La fine del mondo vista da un aeroporto

A 20 anni di distanza dal famoso Generazione X e dopo l’ultimo Generazione A, Douglas Coupland ha pubblicato la sua nuova opera Le ultime 5 ore. Ambientata interamente in un cocktail bar di un aeroporto, il romanzo mette in scena le interazioni dei protagonisti, chiusi dentro a guardare dalla tivù l’apocalisse che si scatena di fuori. È il 2012, il mondo sta per finire e Karen, Rick, Luke e Rachel si interrogano sulla propria vita e sul proprio destino.
«È un racconto di eventi del presente, come ampliati. La fantascienza ormai è quasi sempre il presente lievemente modificato. Se la narrativa diventa più strana è perché il presente è sempre più strano».
Douglas Coupland, Le ultime 5 ore, Isbn, 288 pagine, 15,90 euro (ePub a 8,99 euro).

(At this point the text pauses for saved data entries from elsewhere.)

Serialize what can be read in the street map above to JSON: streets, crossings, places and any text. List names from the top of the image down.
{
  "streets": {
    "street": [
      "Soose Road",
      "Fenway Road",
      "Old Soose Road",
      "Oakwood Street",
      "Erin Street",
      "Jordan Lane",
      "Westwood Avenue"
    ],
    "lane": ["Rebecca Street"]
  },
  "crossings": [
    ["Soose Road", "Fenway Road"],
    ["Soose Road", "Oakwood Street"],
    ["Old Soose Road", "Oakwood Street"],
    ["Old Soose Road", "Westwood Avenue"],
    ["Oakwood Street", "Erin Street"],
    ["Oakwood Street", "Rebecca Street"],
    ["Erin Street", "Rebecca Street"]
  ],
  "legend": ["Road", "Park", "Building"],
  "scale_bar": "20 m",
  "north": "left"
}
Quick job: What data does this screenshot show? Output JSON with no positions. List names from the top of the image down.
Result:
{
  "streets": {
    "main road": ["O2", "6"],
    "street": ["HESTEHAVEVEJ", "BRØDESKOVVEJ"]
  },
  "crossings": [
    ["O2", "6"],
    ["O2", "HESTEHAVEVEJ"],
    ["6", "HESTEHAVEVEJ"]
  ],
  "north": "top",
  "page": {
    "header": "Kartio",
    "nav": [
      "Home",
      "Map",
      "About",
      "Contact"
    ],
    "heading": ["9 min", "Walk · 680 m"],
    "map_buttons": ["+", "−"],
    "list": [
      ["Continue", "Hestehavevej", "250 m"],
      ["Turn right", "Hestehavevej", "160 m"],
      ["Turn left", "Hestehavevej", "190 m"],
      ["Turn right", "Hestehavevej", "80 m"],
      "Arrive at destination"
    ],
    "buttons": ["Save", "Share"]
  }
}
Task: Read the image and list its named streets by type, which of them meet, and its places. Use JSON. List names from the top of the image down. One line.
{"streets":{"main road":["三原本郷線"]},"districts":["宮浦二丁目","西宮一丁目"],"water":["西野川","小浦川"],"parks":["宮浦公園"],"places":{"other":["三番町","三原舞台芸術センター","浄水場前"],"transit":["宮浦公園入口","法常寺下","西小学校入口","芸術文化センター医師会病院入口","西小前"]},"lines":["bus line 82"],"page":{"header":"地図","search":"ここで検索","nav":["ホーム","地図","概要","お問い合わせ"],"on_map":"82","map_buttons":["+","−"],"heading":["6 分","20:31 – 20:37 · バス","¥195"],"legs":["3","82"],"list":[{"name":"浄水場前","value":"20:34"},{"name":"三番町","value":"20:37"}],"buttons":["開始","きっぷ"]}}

Il dominio delle multinazionali dopo la crisi

«Too big to fail», troppo grandi per fallire, è stato uno dei motti durante l’apice della crisi finanziaria del 2008-09. Collin Crouch, professore emerito di governance e sociologia economica, ha indagato su uno dei più grandi gialli del nostro tempo: come mai la crisi non ha ucciso le mega-aziende?
La risposta è da rintracciare nel «neoliberismo che promuove il predominio delle imprese giganti nell’ambito della vita pubblica». La tesi di fondo del libro infatti è che il dominio delle multinazionali è incontrastato e invece che diminuire è aumentato con la crisi.
Collin Crouch, Il potere dei giganti. Perché la crisi non ha sconfitto il neoliberismo, Laterza, 230 pagine, 16 euro. 

Uomini e animali: due specie per un unico destino

In Che fanno le renne dopo Natale? Olivia Rosenthal ha intrecciato la storia di una bambina che cresce e diventa adulta, come in un normale romanzo di formazione, con un parallelismo che coinvolge il mondo animale. L’umano e l’animale si alternano in un’inquietante gioco di rimandi e corrispondenze. Il paragone tra i due mondi serve soprattutto per svelare una grande illusione umana: nasciamo convinti di essere liberi e padroni della natura, quando in realtà siamo allevati, ammaestrati e tenuti in gabbia, come gli animali. Una storia singolare, al di fuori delle convenzioni.
Olivia Rosenthal, Che fanno le renne dopo Natale?, Nottetempo, 216 pagine, 14 euro. 

I misteri di casa Gillespie

Arrivata alla seconda prova dopo il fortunato esordio de Le osservazioni, Jane Harris ha ambientato ancora una volta una sua storia nell’Inghilterra vittoriana. I Gillespie inizia in maniera delicata, non lasciando trasparire quanto la storia si tinga di nero in seguito. La 30enne Harriet Baxter dopo la morte dell’amata zia, lascia Londra per Glasgow. Durante una calda giornata aiuta una signora svenuta e, per riconoscenza, viene da lei invitata a casa. In questo modo entra nel mondo dei Gillespie e conosce Ned, giovane e geniale pittore vicino alla cerchia, realmente esistita, dei Glasgow boys. Dopo l’incontro in lei si fa strada la convinzione di doverlo aiutare a fare emergere il proprio talento, lontano dalla sua famiglia. L’arrivo di Harriet infatti si rivela presto destabilizzante e distruttivo per gli equilibri di casa Gillespie.
Jane Harris, I Gillespie, Neri Pozza, 512 pagine, 18 euro.

Dopo la crisi finanziaria, l'attesa per quella economica

Tre anni di crisi e ancora non passa. Prima c’è stata quella finanziaria, poi c’è stata quella economica - che stiamo ancora vivendo e presto è attesa una terza: quella ecologica. Dall’impatto mediatico molto più basso, la questione ambientale potrebbe però avere ripercussioni ben più gravi.
Danilo Bonato, manager della green economy, ha scritto questo testo come manuale di sostenibilità. La scopo è prepararsi attraverso la biomimetica e la riduzione dell’impatto della produzione a raggiungere un benessere rispettoso degli equilibri della natura e quindi duraturo per le aziende e per le famiglie.
Danilo Bonato, La terza crisi. Come sconfiggere la crisi e difendere il futuro di impresa e famiglia, Edizioni Ambiente, 160 pagine, 15 euro.